En Valencia y en su entorno huertano se han derribado chimeneas que eran auténtico homenaje a un trabajo artesanal, muy nuestro, el de un pueblo que se familiarizó siempre con el barro y el fuego, que utilizó el ladrillo para sus casas y sus campanarios.
La
rajola
se empleó ya, en esta tierra, como material de construcción en la época romana; y en el pavimento la loseta adoptaba la forma de un paralelogramo rectángulo o romboidal que admitía plural colocación.
Las primeras citas sobre los
rajolers
aparecen en crónicas de 1307, en donde se especificaban los precios de los ladrillos. Sería en 1392 cuando Juan I instituyó el gremio de braceros, que incluía a los albañiles, pero los
rajolers
por el dominio específico consiguieron gremio independiente en 1484.
Resulta admirable pensar que levantaban las chimeneas sin necesidad de andamios, porque el albañil y su ayudante iban superponiendo
les rajoles
a su alrededor, se encerraban en ese espacio circular donde también sujetaban hierros a modo de peldaños y con soga y capazo, les proporcionaban el material.

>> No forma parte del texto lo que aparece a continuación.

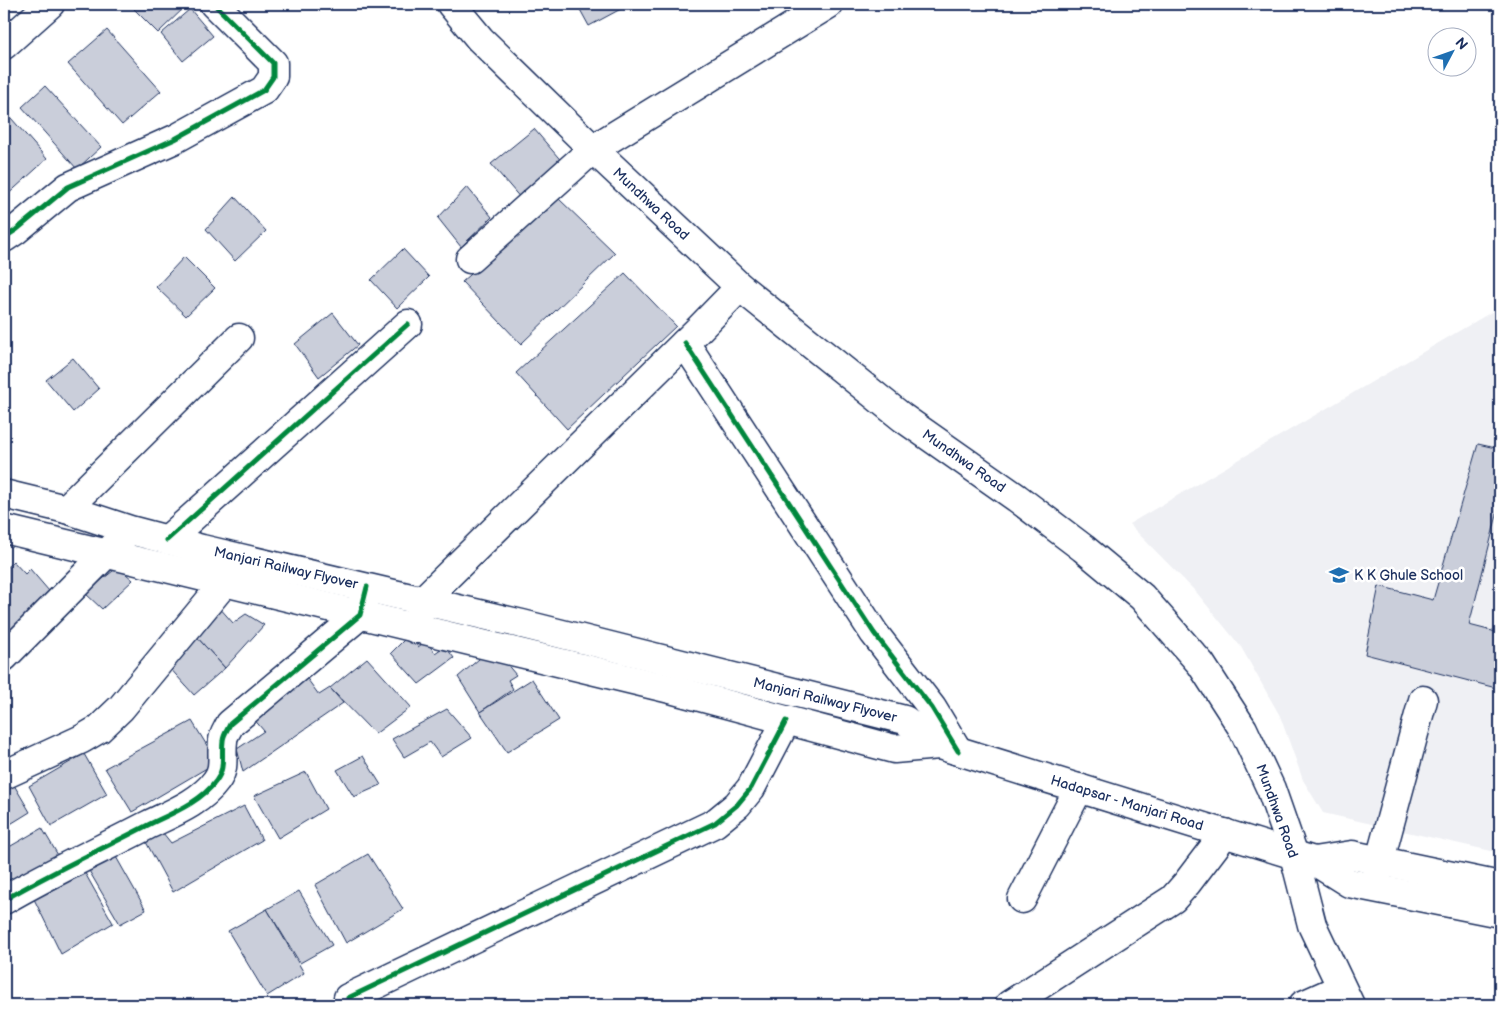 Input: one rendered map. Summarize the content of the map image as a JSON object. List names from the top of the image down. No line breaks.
{"streets":{"street":["Mundhwa Road","Manjari Railway Flyover","Hadapsar - Manjari Road"]},"crossings":[["Mundhwa Road","Hadapsar - Manjari Road"],["Manjari Railway Flyover","Hadapsar - Manjari Road"]],"places":{"school or university":["K K Ghule School"]},"north":"top right"} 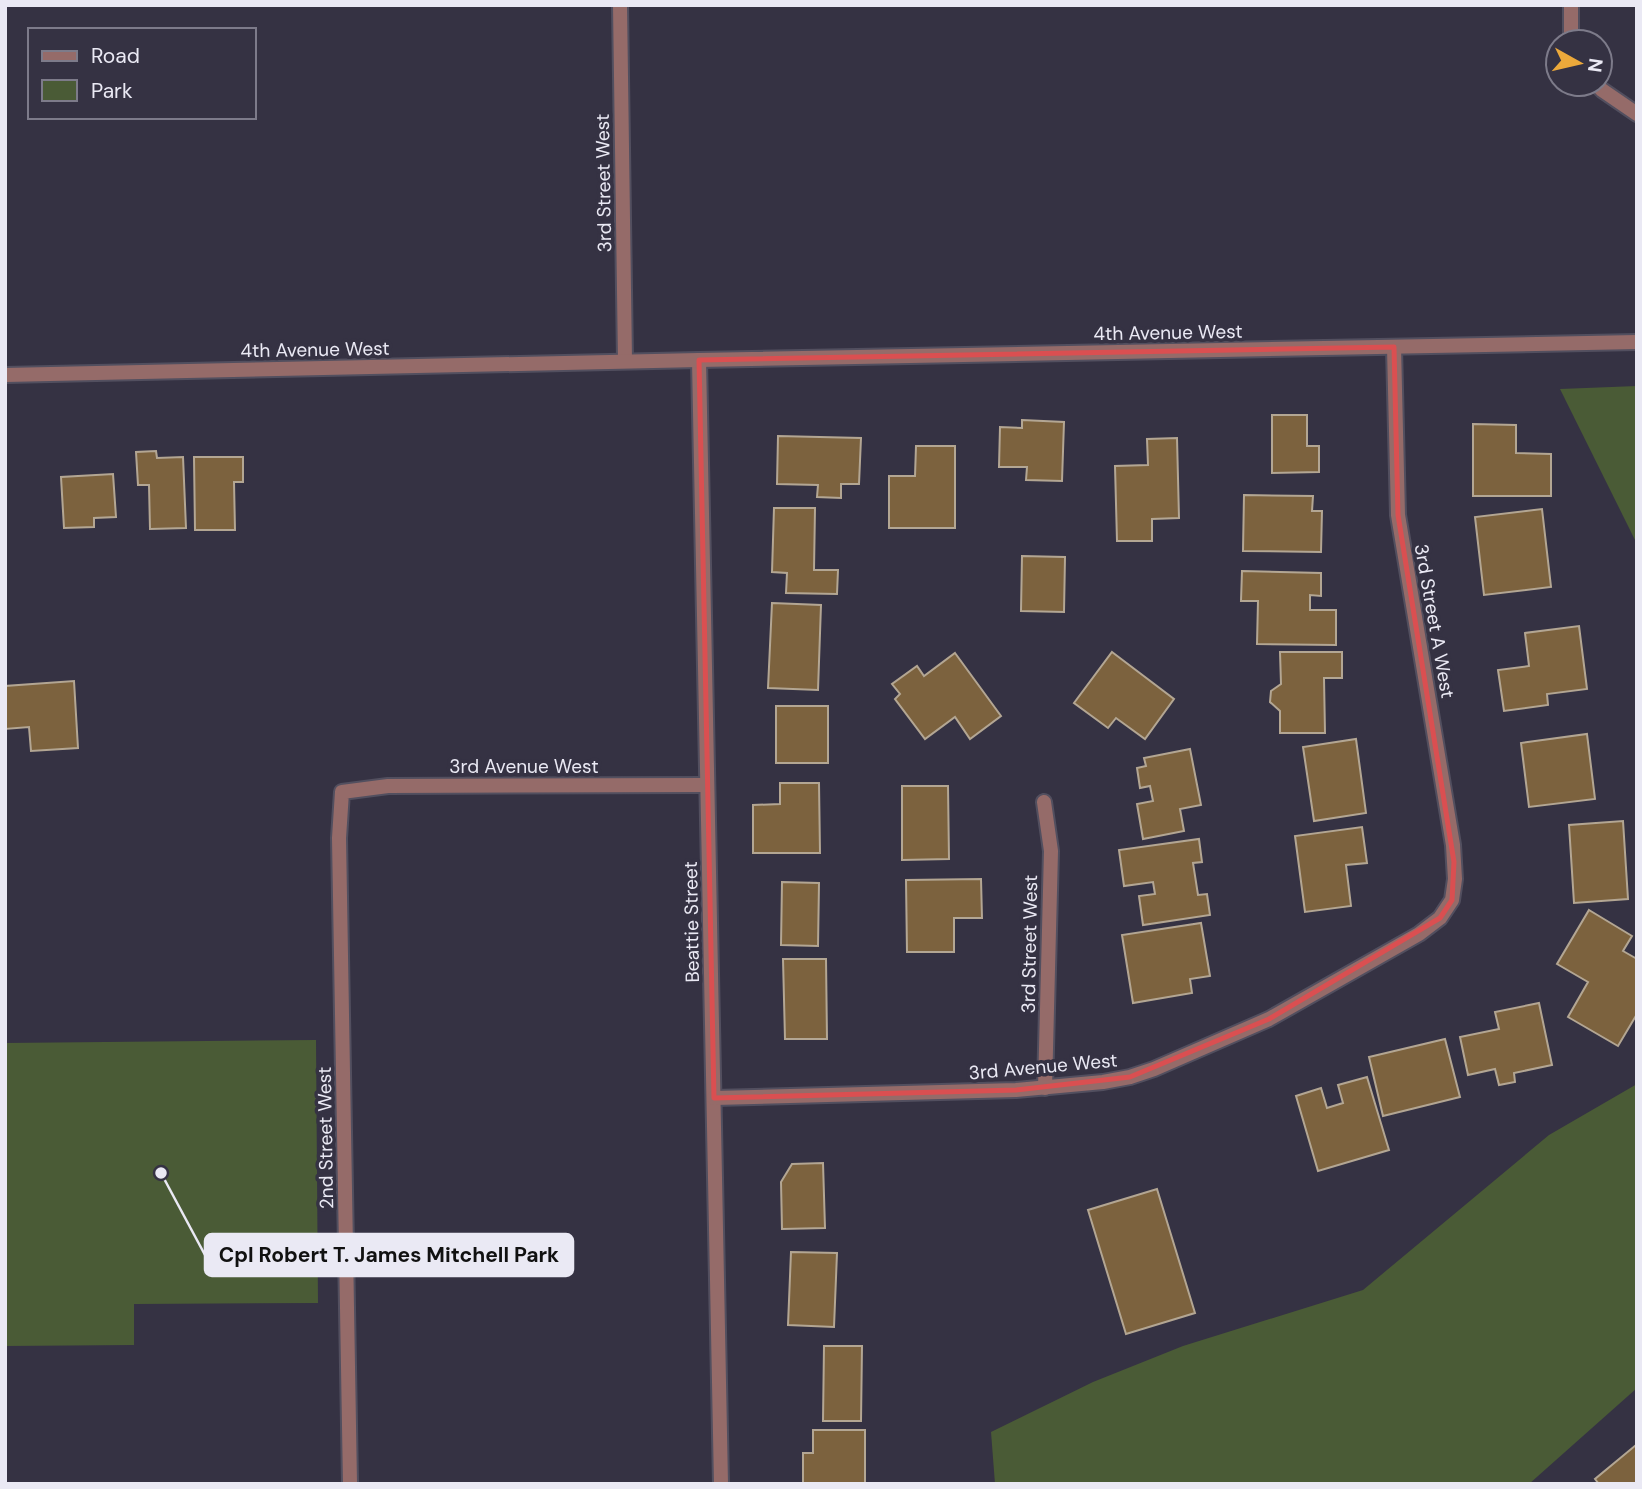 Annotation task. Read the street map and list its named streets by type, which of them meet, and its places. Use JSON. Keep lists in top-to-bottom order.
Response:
{
  "streets": {
    "street": [
      "3rd Street West",
      "4th Avenue West",
      "3rd Street A West",
      "3rd Avenue West",
      "Beattie Street",
      "2nd Street West"
    ]
  },
  "crossings": [
    ["3rd Street West", "4th Avenue West"],
    ["3rd Street West", "3rd Avenue West"],
    ["4th Avenue West", "3rd Street A West"],
    ["4th Avenue West", "Beattie Street"],
    ["3rd Street A West", "3rd Avenue West"],
    ["3rd Avenue West", "Beattie Street"],
    ["3rd Avenue West", "2nd Street West"]
  ],
  "places": ["Cpl Robert T. James Mitchell Park"],
  "legend": ["Road", "Park"],
  "north": "right"
} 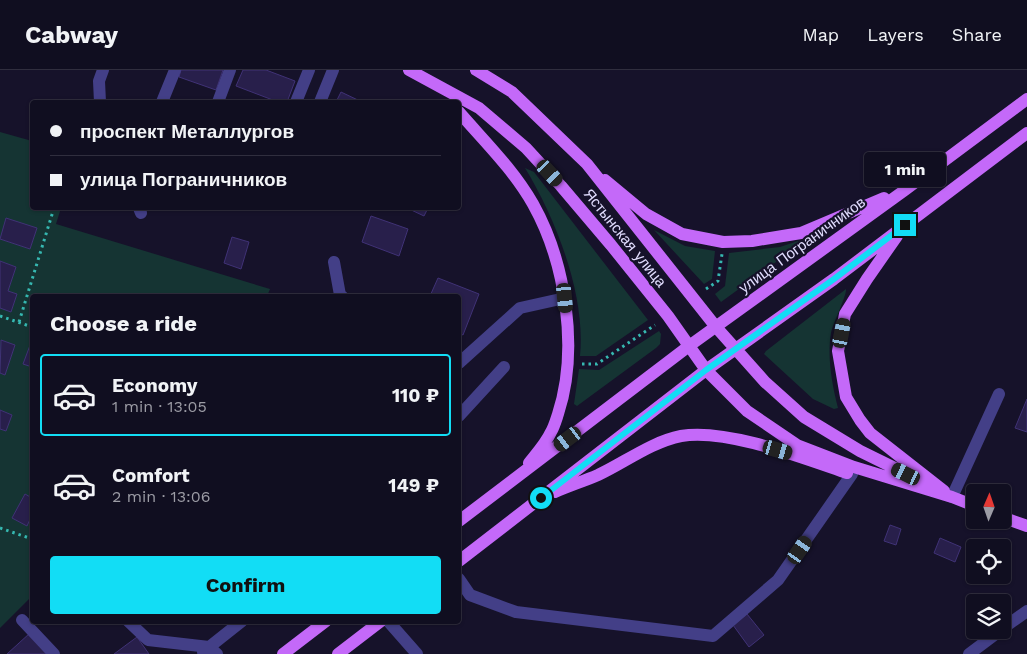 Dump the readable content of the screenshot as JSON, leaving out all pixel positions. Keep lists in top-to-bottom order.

El fin práctico lo dotaron de sutil estética; y las chimeneas muestran en su cara externa formas y dibujos perfectos, relieves en zigzag, hendiduras geométricas y hasta incrustaciones de azulejos, bien en una cenefa final o secciones simétricas.
Resaltar que Paiporta dio un ejemplo al salvar la antigua fábrica El Rajolar de Bauset con su altiva chimenea. La adquirió el Ayuntamiento en 1984 para convertir la edificación en museo. Mantiene el
terrer
, las balsas (hoy albercas), las eras, los espacios donde amasaban el barro y el horno. Páginas vivas de historia y arqueología.